Митя-бачи [7] тряхнул стариной, Митя-бачи пошел на болото, На болоте он был старшиной — Старше всех, кому жить неохота. Всех, кому надоело совать Электроды в нейронные сети, Митя-бачи повел сачковать, Соблазнил и увел на рассвете. Но, цепляя в болоте сачком Безымянную жертву науки, Митя-бачи ревнивым зрачком Поверял свои чудные брюки. Ибо на уши вешать лапшу Академикам или членкорам Лучше в брюках, чем без. И, прошу, Не орите, пожалуйста, хором. Разорались, аж комья летят. Никакого с коллегами сладу. Будто впрямь Митю-бачи хотят Беспортошным оставить к докладу. Хуже нет, когда выхода нет,— Нет в запасе штанов, хоть зарежьте! Вот возьму и на бедра жилет Нацеплю на доклад в Будапеште. Может, в нашей великой стране Исповедуют моду такую… (Эти мысли роятся во мне, Пока я на болоте сачкую.) Ты не плачь, дорогая родня! — На докладе я выглядел франтом: Были, были штаны у меня! А и не было б, тоже красиво.

 

Лаванда

«С детьми ходили за лавандой». Наткнусь в блокноте на строку — И яви отблеск лиловатый Из тусклой глуби извлеку.

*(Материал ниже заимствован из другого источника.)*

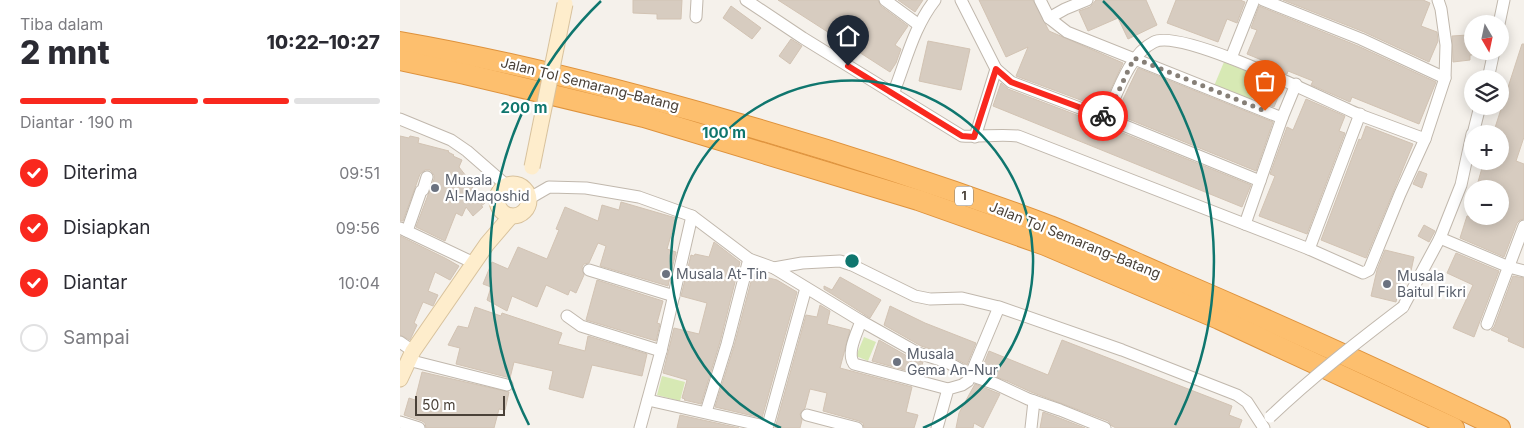 <!DOCTYPE html>
<html lang="id">
<meta charset="utf-8">
<style>
:root{--surface:#fff;--page:#f2f2f3;--text:#2b2b33;--muted:#7c7c81;--line:#e1e1e2;--accent:#f9281e}
body{margin:0;font-family:Inter,sans-serif;background:var(--page);color:var(--text);height:100vh;display:flex;flex-direction:column;font-size:19px;white-space:nowrap}
*{box-sizing:border-box;margin:0}
p{font-size:16px;color:var(--muted)}
.icon{flex:none;width:28px;height:28px;fill:none;stroke:currentColor;stroke-width:2;stroke-linecap:round;stroke-linejoin:round}
.map{position:relative;flex:1;overflow:hidden}
.side{display:flex;flex-direction:column;background:var(--surface);width:400px}
.side>*{flex:none}
.needle{width:32px;rotate:171deg}
.fabs{position:absolute;left:1064px;top:15px;display:grid;gap:10px}
.fabs a{display:grid;place-items:center;width:45px;height:45px;border-radius:50%;background:var(--surface);box-shadow:0 2px 12px #0003;font-size:25px}
.scale{position:absolute;left:15px;bottom:12px;width:90px;box-sizing:border-box;padding-left:5px;border:2px solid #4a4138;border-top:0;font-size:14px;line-height:18px;white-space:nowrap;color:#4a4138;-webkit-text-stroke:4px #fff;paint-order:stroke}
.pin{position:absolute;display:grid;place-items:center;width:42px;height:42px;color:#fff;margin:-51px -21px;border-radius:50% 50% 50% 0;rotate:-45deg;box-shadow:0 0 5px #0007}
.pin .icon{rotate:45deg}
.courier{position:absolute;display:grid;place-items:center;width:50px;height:50px;margin:-25px;border:4px solid #f9281e;border-radius:50%;background:#fff;color:#222;box-shadow:0 1px 6px #0007}
.headline em{font-style:normal;font-weight:800}
.headline div{display:flex;flex-direction:column-reverse}
.headline{display:flex;align-items:center;justify-content:space-between;height:85px;padding:0 20px}
h1{font-size:32px;font-weight:800;line-height:38px}
.bar{display:grid;grid-template-columns:repeat(4,1fr);gap:8px 5px;align-content:center;height:60px;padding:0 20px}
.bar i{height:6px;border-radius:4px;background:var(--line)}
.bar .on{background:var(--accent)}
.bar p{grid-column:span 4}
ol{padding:0 20px;list-style:none}
li{display:flex;align-items:center;gap:15px;height:55px}
li p{margin-inline-start:auto}
li .icon{padding:5px;border-radius:50%;background:var(--accent);color:#fff;stroke-width:4}
li:last-child{color:var(--muted)}
li i{width:28px;height:28px;border:2px solid var(--line);border-radius:50%}
main{display:flex;flex:1;min-height:0}
.map>svg:first-child{display:block}
.green{fill:#d7e9b4}
.building{fill:#d7ccc0;stroke:#d2c3b3}
.lines{fill:none;stroke-linecap:round;stroke-linejoin:round}
.street-casing{stroke:#c1b8ad;stroke-width:13}
.secondary-casing{stroke:#d8c29d;stroke-width:17}
.highway-casing{stroke:#de923c;stroke-width:22}
.street{stroke:#fff;stroke-width:11}
.secondary{stroke:#feedcc;stroke-width:15}
.highway{stroke:#fdbf6e;stroke-width:20}
.street-bridge-casing{stroke:#c1b8ad;stroke-width:13;stroke-linecap:butt}
.secondary-bridge-casing{stroke:#d8c29d;stroke-width:17;stroke-linecap:butt}
.street-bridge{stroke:#fff;stroke-width:11}
.secondary-bridge{stroke:#feedcc;stroke-width:15}
.done{stroke:#867f77;stroke-width:5;stroke-dasharray:0 9}
.route{stroke:#f9281e;stroke-width:6}
.ring{fill:none;stroke:#0f766e;stroke-width:2.5}
.worship-dot{fill:#6b7280;stroke:#fff;stroke-width:2}
.labels{text-anchor:middle;stroke-width:4.5;stroke-linejoin:round;paint-order:stroke}
.shield{fill:#fff;stroke:#807a74;stroke-width:1}
.shield-label{font-size:12px;font-weight:bold;fill:#4a4138}
.street-label{font-size:14px;fill:#4a4138;stroke:#fff}
.worship-label{font-size:14px;fill:#5b616d;stroke:#fff;text-anchor:start}
.centre{fill:#0f766e;stroke:#fff;stroke-width:2.5}
.ring-label{font-size:15px;text-anchor:middle;font-weight:bold;fill:#0f766e;stroke:#fff;stroke-width:4.5;stroke-linejoin:round;paint-order:stroke}
</style>
<main>
<section class="side">
<div class="headline"><div><h1>2 mnt</h1><p>Tiba dalam</p></div><em>10:22–10:27</em></div>
<div class="bar"><i class="on"></i><i class="on"></i><i class="on"></i><i></i><p>Diantar · 190 m</p></div>
<ol>
<li><svg class="icon" aria-label="check" viewBox="0 0 24 24"><path d="M5 12l5 5 9-10"/></svg>Diterima<p>09:51</p></li>
<li><svg class="icon" aria-label="check" viewBox="0 0 24 24"><path d="M5 12l5 5 9-10"/></svg>Disiapkan<p>09:56</p></li>
<li><svg class="icon" aria-label="check" viewBox="0 0 24 24"><path d="M5 12l5 5 9-10"/></svg>Diantar<p>10:04</p></li>
<li><i></i>Sampai</li>
</ol>
</section>
<div class="map">
<svg width="1124" height="428" viewBox="0 0 1124 428">
<rect width="100%" height="100%" fill="#f5f1eb"/>
<g class="green">
<path d="M824 62 861 77 851 101 814 86Z"/>
<path d="M464 337 476 342 468 361 456 356Z"/>
<path d="M262 376 285 382 280 401 257 395Z"/>
</g>
<g class="building">
<path d="M233 0H282L281 19H257V14L233 13Z"/>
<path d="M378 0H478L481 6 508 26 495 45 501 49 496 63 490 72Z"/>
<path d="M498 0H523L515 12Z"/>
<path d="M579 0H633L649 31 723 63 702 108 616 76 628 47 606 57Z"/>
<path d="M696 0H746L757 25 728 39 718 18 688 31 679 11 690 7Z"/>
<path d="M776 0H840L845 2 837 23 827 19 818 42 767 23Z"/>
<path d="M883 0H1023L1030 3 1021 26 1037 32 1038 41 1029 62 964 32Z"/>
<path d="M331 6 361 28 352 39 323 18Z"/>
<path d="M859 6 958 46 1036 82 1019 124 952 97 950 102 911 85 913 81 888 71 887 74 873 68 874 65 847 54 857 30 851 28Z"/>
<path d="M1068 35 1069 43H1072V55H1070V60L1053 62 1052 36Z"/>
<path d="M391 39 402 46 390 64 379 56Z"/>
<path d="M528 41 570 49 561 90 519 81Z"/>
<path d="M1122 44H1124V137L1116 161 1124 164V219L1120 220 1117 223 1104 257 1060 238 1067 216H1100V189H1076L1084 161H1100V134H1093Z"/>
<path d="M738 68 873 122 856 171 716 114Z"/>
<path d="M867 82 882 88 874 107 860 101Z"/>
<path d="M601 83 608 89 703 125 851 185 842 207 593 106Z"/>
<path d="M906 99 945 116 939 131 945 133 907 234 859 216 875 176 870 174 887 127 893 130Z"/>
<path d="M966 126 1013 144 966 258 921 240 959 139 961 140Z"/>
<path d="M0 136 9 138 10 136 19 138 18 143 49 151 48 152 54 155 53 156 62 160 59 167 66 176 65 178 85 203 81 206 83 207 73 216 66 207 62 216 56 213 45 241 16 227 34 179V175L30 170H25L20 174 3 221H0Z"/>
<path d="M1019 171 1027 174 1022 188 1013 184Z"/>
<path d="M221 202 276 218 267 249 276 252 268 286 200 266 206 246 198 243 189 263 184 264 182 267 184 275 176 293 170 290 168 295 146 285 137 307 112 296 107 311 87 300 91 287 83 284 92 262 108 269 118 247 147 259 159 230 156 229 165 207 198 221 202 205 219 210Z"/>
<path d="M1024 225 1035 231 1029 242 1018 236Z"/>
<path d="M0 236 45 258 59 266 50 280 35 272 28 291 38 295 33 306 23 302 14 323 17 325 10 340 0 335Z"/>
<path d="M314 242 340 262 320 342 301 404 284 400 285 399 282 398 287 380 263 373 274 328 299 334 307 303 281 296 291 255 294 256 295 254 309 257Z"/>
<path d="M985 250 1014 257 1011 271 1003 269 996 302 971 296 977 270Z"/>
<path d="M1056 253 1099 271 1074 337 1053 328 1073 285 1047 273Z"/>
<path d="M353 274 377 280 397 292 362 418 315 407 334 346Z"/>
<path d="M1113 276 1124 278V348L1108 341 1109 338 1091 330 1094 327Z"/>
<path d="M440 277 481 300 470 318 424 289V286L432 290Z"/>
<path d="M197 280 263 301 257 323 260 324 256 341 186 320Z"/>
<path d="M420 305 430 311 427 324 450 330 440 368 512 387 506 412 518 415 514 428H464L463 423 459 421 423 411 427 393 410 389 405 408 400 414 402 420 400 428H375L406 315 417 317Z"/>
<path d="M490 306 525 323 576 343 567 365 549 355 521 346 484 325Z"/>
<path d="M75 307 101 316 102 313 162 333 158 344 185 351 188 336 247 354 242 376 192 365 183 398 149 389 153 371 114 362 110 378 56 364 60 348 48 345 58 326 68 328Z"/>
<path d="M479 340 514 360 523 362 519 374 472 361Z"/>
<path d="M662 340 832 406 829 415 842 420 839 428H716L712 426 708 421 631 392 607 381 608 380 607 381 581 371 589 351 648 375Z"/>
<path d="M22 372 109 392 105 410 99 409 94 428H26L25 423 22 421 4 415 9 398 15 400Z"/>
<path d="M575 384 600 394 583 428 574 423 573 428H556L559 413Z"/>
<path d="M643 412 657 417 685 428H640Z"/>
<path d="M280 415 339 428H277Z"/>
</g>
<g class="lines">
<g class="street-casing">
<g id="street">
<path d="M346 0 403 38 562 136C581 137 599 134 618 136L909 249 963 273 969 270 1000 194 1025 139 1045 78 1046 45 1041 9 1038 0"/>
<path d="M485 0 519 25"/>
<path d="M561 0 596 69 575 137"/>
<path d="M640 0 649 18 665 9 687 0"/>
<path d="M863 0 961 39 1045 78"/>
<path d="M296 17 297 0"/>
<path d="M649 18 667 32 882 118"/>
<path d="M1099 24 1104 0"/>
<path d="M831 58 854 0"/>
<path d="M596 69 611 82 706 118 860 181"/>
<path d="M1088 79 1094 51"/>
<path d="M493 94C506 62 513 28 535 0"/>
<path d="M706 118C717 94 729 54 754 42 782 28 927 101 960 115 982 123 1003 131 1025 139"/>
<path d="M0 119 51 140 67 151 106 185"/>
<path d="M1073 134 1080 106"/>
<path d="M130 198 149 187 186 188 239 197 292 216 349 259 374 268 461 321 518 353 547 362 570 375 596 384 628 399 660 410 705 428"/>
<path d="M845 224 882 118 896 84"/>
<path d="M0 228 74 263"/>
<path d="M7 231 21 191 23 190 27 177"/>
<path d="M1040 238 1109 267 1124 271"/>
<path d="M909 249 960 114"/>
<path d="M374 268 402 263 440 261 452 265 515 296 530 299 562 298 599 307 722 350 837 395 847 402 864 428"/>
<path d="M189 270 274 296"/>
<path d="M1003 307 1040 238 1061 185 1072 134"/>
<path d="M167 316 181 326 261 351"/>
<path d="M461 321C457 333 446 353 454 364L548 389"/>
<path d="M1087 324 1124 226"/>
<path d="M0 342 13 351"/>
<path d="M8 360 107 385"/>
<path d="M248 400 364 426 368 425 406 288"/>
<path d="M306 412 327 344 349 259"/>
<path d="M407 415 457 428"/>
<path d="M0 422 19 428"/>
<path d="M240 428 261 351 292 216"/>
<path d="M537 428 548 389 562 385 568 381 599 307"/>
<path d="M631 428 634 401"/>
</g>
</g>
<g class="secondary-casing">
<g id="secondary">
<circle cx="113" cy="200" r="16"/>
<path d="M0 379 13 351 87 244 111 216"/>
</g>
</g>
<g class="highway-casing">
<g id="highway">
<path d="M0 42C110 61 218 89 326 120 435 151 543 186 650 226 690 242 729 260 768 277 880 325 991 375 1100 428"/>
<path d="M0 60 65 74 244 117 518 200 645 245 819 319 1054 428"/>
</g>
</g>
<use href="#street" class="street"/>
<use href="#secondary" class="secondary"/>
<use href="#highway" class="highway"/>
<g class="street-bridge-casing">
<path id="street-bridge" d="M870 417C912 377 957 342 1003 307"/>
</g>
<g class="secondary-bridge-casing">
<path id="secondary-bridge" d="M132 167 165 4"/>
</g>
<use href="#street-bridge" class="street-bridge"/>
<use href="#secondary-bridge" class="secondary-bridge"/>
</g>
<g class="lines">
<path class="done" d="M703 116 706 118 734 58 865 111"/>
<path class="route" d="M448 66 562 136 574 137 596 69 611 82 703 116"/>
</g>
<g class="ring">
<path d="M381 428A181 181 0 1 1 523 428"/>
<path d="M129 425A362 362 0 0 1 201 1M703 1A362 362 0 0 1 775 425"/>
</g>
<g class="worship-dot">
<circle cx="35" cy="188" r="5"/>
<circle cx="266" cy="274" r="5"/>
<circle cx="987" cy="284" r="5"/>
<circle cx="497" cy="362" r="5"/>
</g>
<g class="labels">
<rect class="shield" x="555" y="186.5" width="18" height="19" rx="4"/>
<g class="shield-label">
<text x="564" y="200">1</text>
</g>
<g class="street-label">
<text transform="translate(190 84) rotate(14)" y="5">Jalan Tol Semarang–Batang</text>
<text transform="translate(675 240) rotate(22)" y="5">Jalan Tol Semarang–Batang</text>
</g>
<g class="worship-label">
<text x="45" y="185">Musala<tspan x="45" dy="16">Al-Maqoshid</tspan></text>
<text x="276" y="279">Musala At-Tin</text>
<text x="997" y="281">Musala<tspan x="997" dy="16">Baitul Fikri</tspan></text>
<text x="507" y="359">Musala<tspan x="507" dy="16">Gema An-Nur</tspan></text>
</g>
</g>
<circle cx="452" cy="261" r="8" class="centre"/>
<g class="ring-label">
<text x="124" y="113">200 m</text>
<text x="324" y="138">100 m</text>
</g>
</svg>
<div class="fabs">
<a><svg class="needle" viewBox="-14 -14 28 28"><path d="M0-13l5 13h-10z" fill="#e53935"/><path d="M0 13l5-13h-10z" fill="#7c7c81"/></svg></a>
<a><svg class="icon" aria-label="layers" viewBox="0 0 24 24"><path d="M12 4l9 5-9 5-9-5zM3 14l9 5 9-5"/></svg></a>
<a>+</a>
<a>−</a>
</div>
<div class="scale">50 m</div>
<div class="pin" style="left:865px;top:111px;background:#ea580c"><svg class="icon" aria-label="bag" viewBox="0 0 24 24"><path d="M5 8h14l-1 12H6zM9 8a3 3 0 0 1 6 0"/></svg></div>
<div class="pin" style="left:448px;top:66px;background:#1f2937"><svg class="icon" aria-label="home" viewBox="0 0 24 24"><path d="M3 11l9-7 9 7M6 9v11h12V9"/></svg></div>
<div class="courier" style="left:703px;top:116px"><svg class="icon" aria-label="bike" viewBox="0 0 24 24"><circle cx="6" cy="16" r="4"/><circle cx="18" cy="16" r="4"/><path d="M6 16l4-8h5l3 8M10 8l3 8H6M13 5h3"/></svg></div>
</div>
</main>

Вдоль озера, затем тропою Вдоль склона, где термальных вод Окаменелые покои, Затем вдоль рощицы, и вот Под негустой древесной кущей Залиловело, и запах Цветок лавандулы, растущий Не врозь, а в купах и снопах. Давно заброшенных посадок Остатки нежно расцвели Средь рощ, где жив еще остаток Давно разлюбленной земли. Она размечена на цели, Взрывчаткою начинена, Но разве так на самом деле Была задумана она? Дыши, дитя, глазами хлопай В Европе, пахнущей Европой, Лавандой, мятой, чебрецом, Замри, дитя, перед лицом Земли, где длительностью слога Так пахнет смертная строка Как нежным запахом цветка Жена разлюбленного бога.

 

У венгерского поэта

У венгерского поэта Обитает в доме галка — Не сорока и не грач. Галя, краля, королева, Попрошайка и нахалка, За поэтом ходит вскачь. Носом по полу стучит, Неверморов не кричит. У венгерского поэта Шевелюра поседела, Но кому какое дело До его седых волос! Галя, краля, долгий нос, У поэта есть вопрос, Ты не знаешь ли ответа? Галка хохлится в углу, Словно турок на колу. У венгерского поэта, У поэта-публициста, Эссеиста, депутата И певца широких масс Обитает в доме галка. У него на кухне чисто, У него ума палата И бутылка про запас. Мы обсудим этот мир И наполним сыром чрево. Галя, краля, королева, Осенит наш скромный пир. Не горюй, моя душа! Только дай растаять снегу — Купим в складчину телегу, Запряжем с тобой лошадку И поедем не спеша. От деревни до деревни, Мимо Дьендьеша на Тиссу, Мимо Суража на Гжать. Будем спать с тобою в сене, Будем петь с тобою песни, А лошадка будет ржать. Соберемся налегке, Только Галя на дуге Да бубенчик под дугой, Не печалься, дорогой!